Stored data entries
★ ★ ★ ★ ★
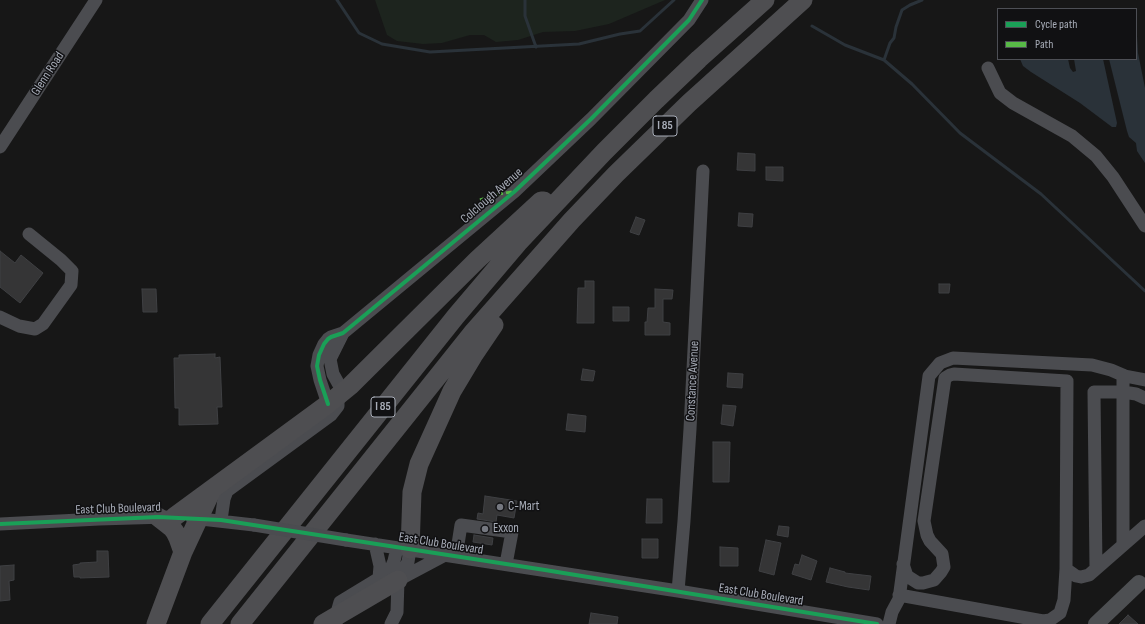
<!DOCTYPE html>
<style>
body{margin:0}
#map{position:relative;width:1145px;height:624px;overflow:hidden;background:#171717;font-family:"Sofia Sans Condensed",sans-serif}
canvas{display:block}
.legend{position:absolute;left:997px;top:8px;width:140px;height:52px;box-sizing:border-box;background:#111113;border:1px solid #4d4f55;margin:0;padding:5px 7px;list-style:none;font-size:12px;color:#a8adb8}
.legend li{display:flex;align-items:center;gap:8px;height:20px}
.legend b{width:20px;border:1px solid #4d4f55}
</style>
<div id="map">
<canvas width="1145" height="624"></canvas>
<ul class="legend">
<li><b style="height:5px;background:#1a9f57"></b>Cycle path</li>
<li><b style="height:5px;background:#58b947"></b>Path</li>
</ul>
</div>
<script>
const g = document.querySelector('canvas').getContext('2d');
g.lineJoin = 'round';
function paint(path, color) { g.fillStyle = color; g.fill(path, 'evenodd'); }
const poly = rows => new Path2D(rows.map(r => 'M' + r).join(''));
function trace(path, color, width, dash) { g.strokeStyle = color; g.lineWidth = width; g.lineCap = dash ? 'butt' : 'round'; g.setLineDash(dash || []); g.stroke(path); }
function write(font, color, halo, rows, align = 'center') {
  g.font = font + ' "Sofia Sans Condensed",sans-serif'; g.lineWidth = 3; g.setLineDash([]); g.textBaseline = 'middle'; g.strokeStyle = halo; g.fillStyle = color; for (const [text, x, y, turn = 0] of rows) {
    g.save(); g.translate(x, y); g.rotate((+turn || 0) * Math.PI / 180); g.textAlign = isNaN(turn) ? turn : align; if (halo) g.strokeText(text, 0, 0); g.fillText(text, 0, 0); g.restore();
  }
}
paint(poly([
 [375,0,665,0,609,24,575,31,543,32,518,40,496,42,484,35,470,35,442,43,423,44,397,41,387,35]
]), '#1d241e');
paint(poly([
 [1136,19,1138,53,1145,88,1145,163,1137,151,1136,143,1129,137,1127,131,1109,59,1136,59],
 [1020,59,1068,59,1070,68,1073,72,1076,71,1074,59,1103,59,1117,123,1116,127,1112,127,1080,103,1031,72,1023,66]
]), '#2a3239');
trace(poly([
 [337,0,359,33,382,44,430,52,579,44,620,34,640,31,674,0],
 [525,0,525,16,536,47],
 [812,26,845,45,884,60,912,84,960,133,1041,194,1145,291],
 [884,60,890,43,894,38,896,27,902,10,910,5,922,0]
]), '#2a3239', 3);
const building = poly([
 [738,153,755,154,755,171,737,170,738,153],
 [766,167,783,167,783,181,766,180,766,167],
 [739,213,753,214,752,227,738,226,739,213],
 [636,217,645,220,639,235,630,232,636,217],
 [0,251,15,263,21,255,43,273,20,303,0,287,0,251],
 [585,281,594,281,594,323,577,323,578,288,585,288,585,281],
 [939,284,950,284,949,293,939,293,939,284],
 [142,289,156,289,157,312,143,312,142,289],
 [655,289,673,290,672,299,663,299,663,322,670,323,670,335,645,335,645,322,647,322,648,308,655,308,655,289],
 [613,307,629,307,629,321,613,321,613,307],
 [215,354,215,358,220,357,222,407,217,407,218,424,179,425,179,408,175,408,174,358,179,358,179,355,215,354],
 [583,369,595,371,593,381,581,380,583,369],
 [728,373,743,374,742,388,727,387,728,373],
 [723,405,736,406,733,426,721,424,723,405],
 [568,414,586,416,585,432,566,430,568,414],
 [713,442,730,442,729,482,713,482,713,442],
 [485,496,517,501,514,518,497,515,496,522,477,519,478,513,483,514,485,496],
 [647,499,662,499,662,523,646,523,647,499],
 [779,526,789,527,788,537,777,535,779,526],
 [474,535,493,538,492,545,473,542,474,535],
 [642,539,658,539,658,558,642,558,642,539],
 [766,540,781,543,774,575,759,571,766,540],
 [720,547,738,548,738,566,720,566,720,547],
 [97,551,108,551,109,577,80,578,80,577,74,577,73,565,80,564,80,563,97,562,97,551],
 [802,555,817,561,811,580,792,574,795,564,799,565,802,555],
 [14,565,14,580,9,581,10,600,0,601,0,566,14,565],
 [830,568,845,572,845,573,871,576,869,590,848,587,826,582,830,568],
 [591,613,618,617,617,624,589,624,591,613],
 [1128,615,1138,624,1119,624,1128,615]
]);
paint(building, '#353536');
trace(building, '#3f4043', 1);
trace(poly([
 [988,68,1000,93,1013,103,1072,136,1096,156,1113,177,1145,226],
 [0,147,96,0],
 [0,317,19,326,35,329,43,324,71,285,72,271,61,260,29,234],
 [343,392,333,374,330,359,343,333],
 [328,404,320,380,317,366,319,355,324,344,328,339,331,337,343,333,514,192,591,119,689,20,702,0],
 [192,518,254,525],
 [221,520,224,499,227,491,331,415,338,406,338,401,336,397],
 [0,524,99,519,166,517],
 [346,540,678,591,877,624],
 [375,544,380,566,379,578],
 [1123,545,1123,392,1136,394,1145,398],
 [456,557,461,525,512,532,506,564],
 [1066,569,1076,576,1081,577,1089,575,1145,526],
 [1096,569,1094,392,1123,392,1123,375],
 [398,580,445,555],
 [678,591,684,521,690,429,703,171],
 [899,595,1043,621,1050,620,1060,613,1064,600,1066,569,1067,381,954,374,950,375,945,378,924,521,927,535,930,541,942,554,944,567,941,572,934,580,923,583,918,583,907,576,903,564],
 [338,619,336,616,340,602,386,574,391,568,394,561,397,548],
 [391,624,397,612,398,580,408,562,410,549],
 [889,624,892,612,899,599,929,376,940,363,953,358,1092,365,1111,370,1125,376,1145,380]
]), '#4b4c50', 13);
trace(poly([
 [1096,624,1139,583]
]), '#4d4f52', 16);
trace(poly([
 [158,517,172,528,175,532,178,538,183,552],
 [174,517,328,404,350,386,477,260,541,201,544,201],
 [410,549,412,492,419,464,452,391,473,356,494,325],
 [156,624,183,552,211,492],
 [210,624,456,316,518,243,604,152,656,100,699,59,765,0],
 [240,624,474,331,572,220,616,174,689,103,803,0],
 [323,624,398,580]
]), '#4e4e51', 19);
trace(poly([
 [254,525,346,540]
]), '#4b4c50', 13);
trace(poly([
 [480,200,498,194,512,192]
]), '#58b947', 3, [6, 3]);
trace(poly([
 [328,404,320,380,317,366,319,355,324,344,328,339,331,337,343,333,514,192,591,119,689,20,702,0],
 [0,524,158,517,221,520,545,570,877,624]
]), '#1a9f57', 4);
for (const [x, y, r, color] of [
 [500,507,4,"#757880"],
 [485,529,4,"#757880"]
]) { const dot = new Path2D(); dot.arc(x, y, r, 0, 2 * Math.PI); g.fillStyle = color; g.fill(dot); trace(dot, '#111113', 1.5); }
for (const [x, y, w] of [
 [665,126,24],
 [383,407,24]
]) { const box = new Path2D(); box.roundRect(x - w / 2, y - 10, w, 20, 3); g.fillStyle = '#111113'; g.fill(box); trace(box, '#a8adb8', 1); }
write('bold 12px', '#a8adb8', null, [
 ["I 85",665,126],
 ["I 85",383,407]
]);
write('13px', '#a8adb8', '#111113', [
 ["Glenn Road",48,74,-57],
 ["Colclough Avenue",492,196,-41],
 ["Constance Avenue",693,381,-87],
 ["East Club Boulevard",118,509,-2],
 ["East Club Boulevard",441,544,9],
 ["East Club Boulevard",761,595,9]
]);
write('13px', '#a8adb8', '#111113', [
 ["C-Mart",508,507],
 ["Exxon",493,529]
], 'left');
</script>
★ ★ ★ ★ ★
Return precisely the lines of the records, starting with the line that holds "[383,407,24]" and ending with the last one.

 [383,407,24]
]) { const box = new Path2D(); box.roundRect(x - w / 2, y - 10, w, 20, 3); g.fillStyle = '#111113'; g.fill(box); trace(box, '#a8adb8', 1); }
write('bold 12px', '#a8adb8', null, [
 ["I 85",665,126],
 ["I 85",383,407]
]);
write('13px', '#a8adb8', '#111113', [
 ["Glenn Road",48,74,-57],
 ["Colclough Avenue",492,196,-41],
 ["Constance Avenue",693,381,-87],
 ["East Club Boulevard",118,509,-2],
 ["East Club Boulevard",441,544,9],
 ["East Club Boulevard",761,595,9]
]);
write('13px', '#a8adb8', '#111113', [
 ["C-Mart",508,507],
 ["Exxon",493,529]
], 'left');
</script>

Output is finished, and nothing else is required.